Re: gcc 3.3.5 valid floating point operations randomly produce NaN

"Lionel B" <lionelbuk@xxxxxxxxxxx> · Wed, 8 Jun 2005 11:59:43 +0100

Joseph Bebel wrote:
> Hello,
>
> I am currently using gcc 3.3.5 (on gentoo gnu/linux on athlonxp arch)
> to compile a sizable, computationally intensive but not otherwise
> large program (~6000 lines) of Gnu99 C code (-std=gnu99), and in some
> functions in particular it appears that otherwise valid floating point
> operations return NaN instead of the desired computation.

Hi Joseph,

>From your description of the problem, everything points to this being not a floating point issue, but rather Undefined
Behaviour. My first suspicion would be dodgy memory management (buffer overrun, mis-allocation, ...); i.e. that some
part of your program is stomping on some area of memory it shouldn't be...
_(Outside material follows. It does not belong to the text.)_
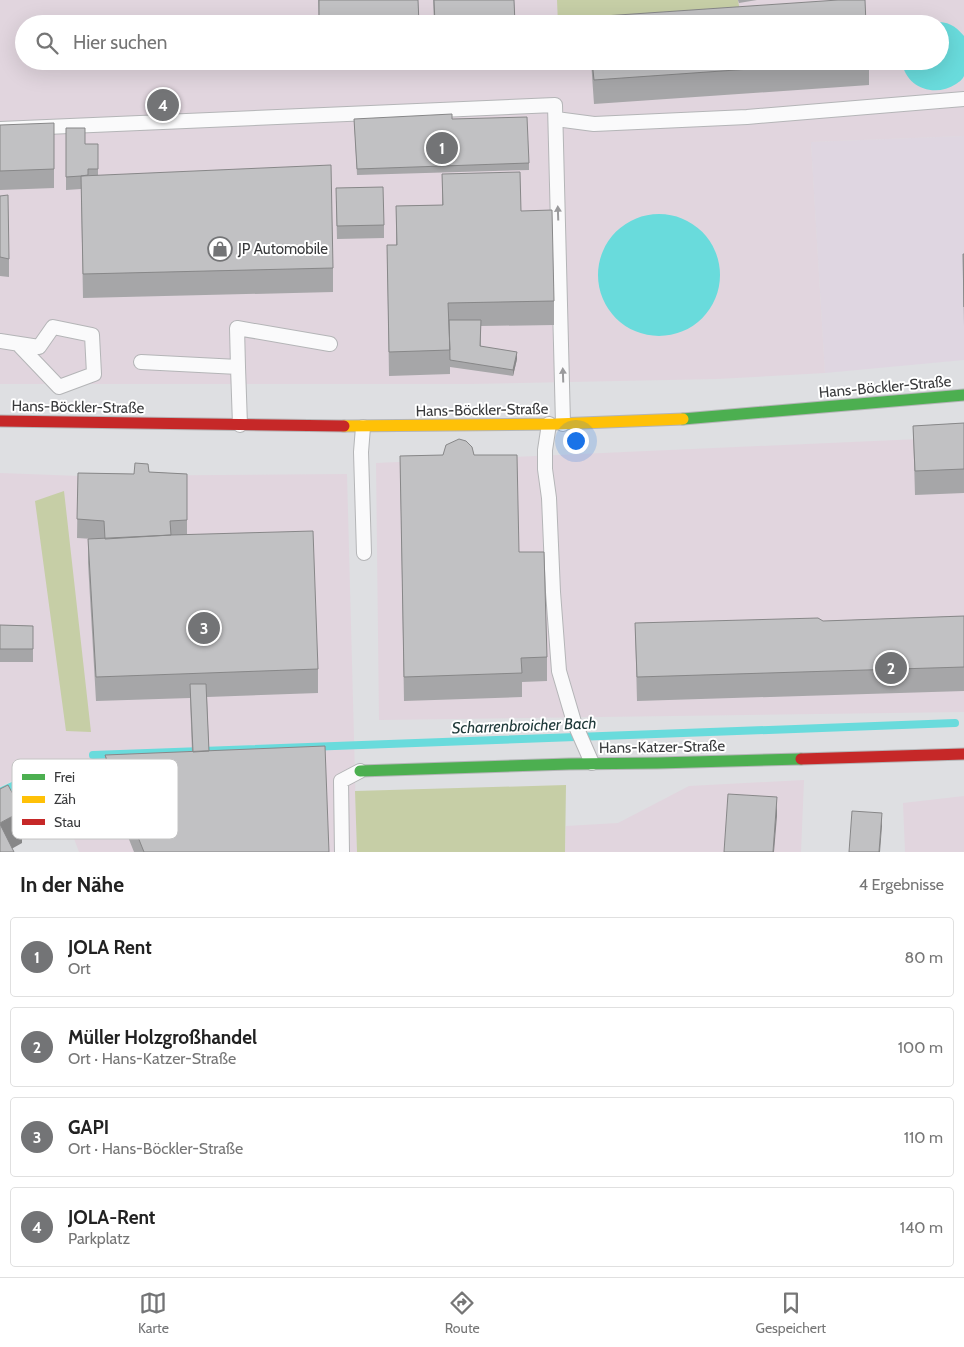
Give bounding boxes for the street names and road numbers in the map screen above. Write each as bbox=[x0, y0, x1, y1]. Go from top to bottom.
street label: Hans-Böckler-Straße bbox=[818, 372, 952, 402]
street label: Hans-Böckler-Straße bbox=[11, 397, 145, 417]
street label: Hans-Böckler-Straße bbox=[415, 400, 549, 420]
street label: Hans-Katzer-Straße bbox=[599, 737, 725, 757]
Pointers (pun fully intended!) for suspecting this to be the case include:

1) The "random" nature of the problem

2) Inability to replicate in a simple program

3) Inconsistent behaviour with gdb

4) Dependency on compiler options

To put it simply: I suspect you have a bug in your code.

> For example, the operation:
>
> long double x = (some valid float value, like 0.22532);
> long double x0 = (some other valid float like 0.6364);
> long double result = x - x0;
> printf("%Lf\n", result);
>
> would sometimes print NaN, sometimes the correct value. If I inspect
> the value of result in the gdb debugger following the computation it
> also says NaN. If I perform the computation in gdb (with command
> "print x - x0") it prints the valid result, which is why this bug is
> so painful.
>
> The program uses a combination of long doubles, doubles, and floats.
> The problem does not seem to distinguish or change  itself by
> selecting a different type. I have been unable to replicate the
> problem however, in a small test program, which makes me suspect the
> size of the program(with many function calls and stack variables) to
> be the culprit, but there is not stack overflow error.
>
> It seems that the location of the problems is random, though mostly
> concentrated on subtraction operations for some reason. However it is
> deterministic (same or similar code causes same problem in same
> location), though it is not the same when changing compiler options.
> (i.e., changing from -g -ggdb to -O2 changes location of problem, not
> fixing it)
>
> If anybody has a theory of what is triggering this behavior, please
> let me know. Also, please include my email in the reply as I am not
> subscribed. Perhaps I need to upgrade the compiler, but first I would
> like to see if it is my error which caused this.
>
> Thank you
> JB
>
> Here is the list of compiler options tried:
> -lpthread -W -Wall -Wfloat-equal -std=gnu99 -g -ggdb -march=i686
> -lpthread -W -Wall -Wfloat-equal -std=gnu99 -g -ggdb -march=athlon-xp
> -lpthread -W -Wall -Wfloat-equal -std=gnu99 -g -ggdb
> -lpthread -W -Wall -Wfloat-equal -std=gnu99 -O2
>
> with various other custom static libraries linked, etc.

-- 
Lionel B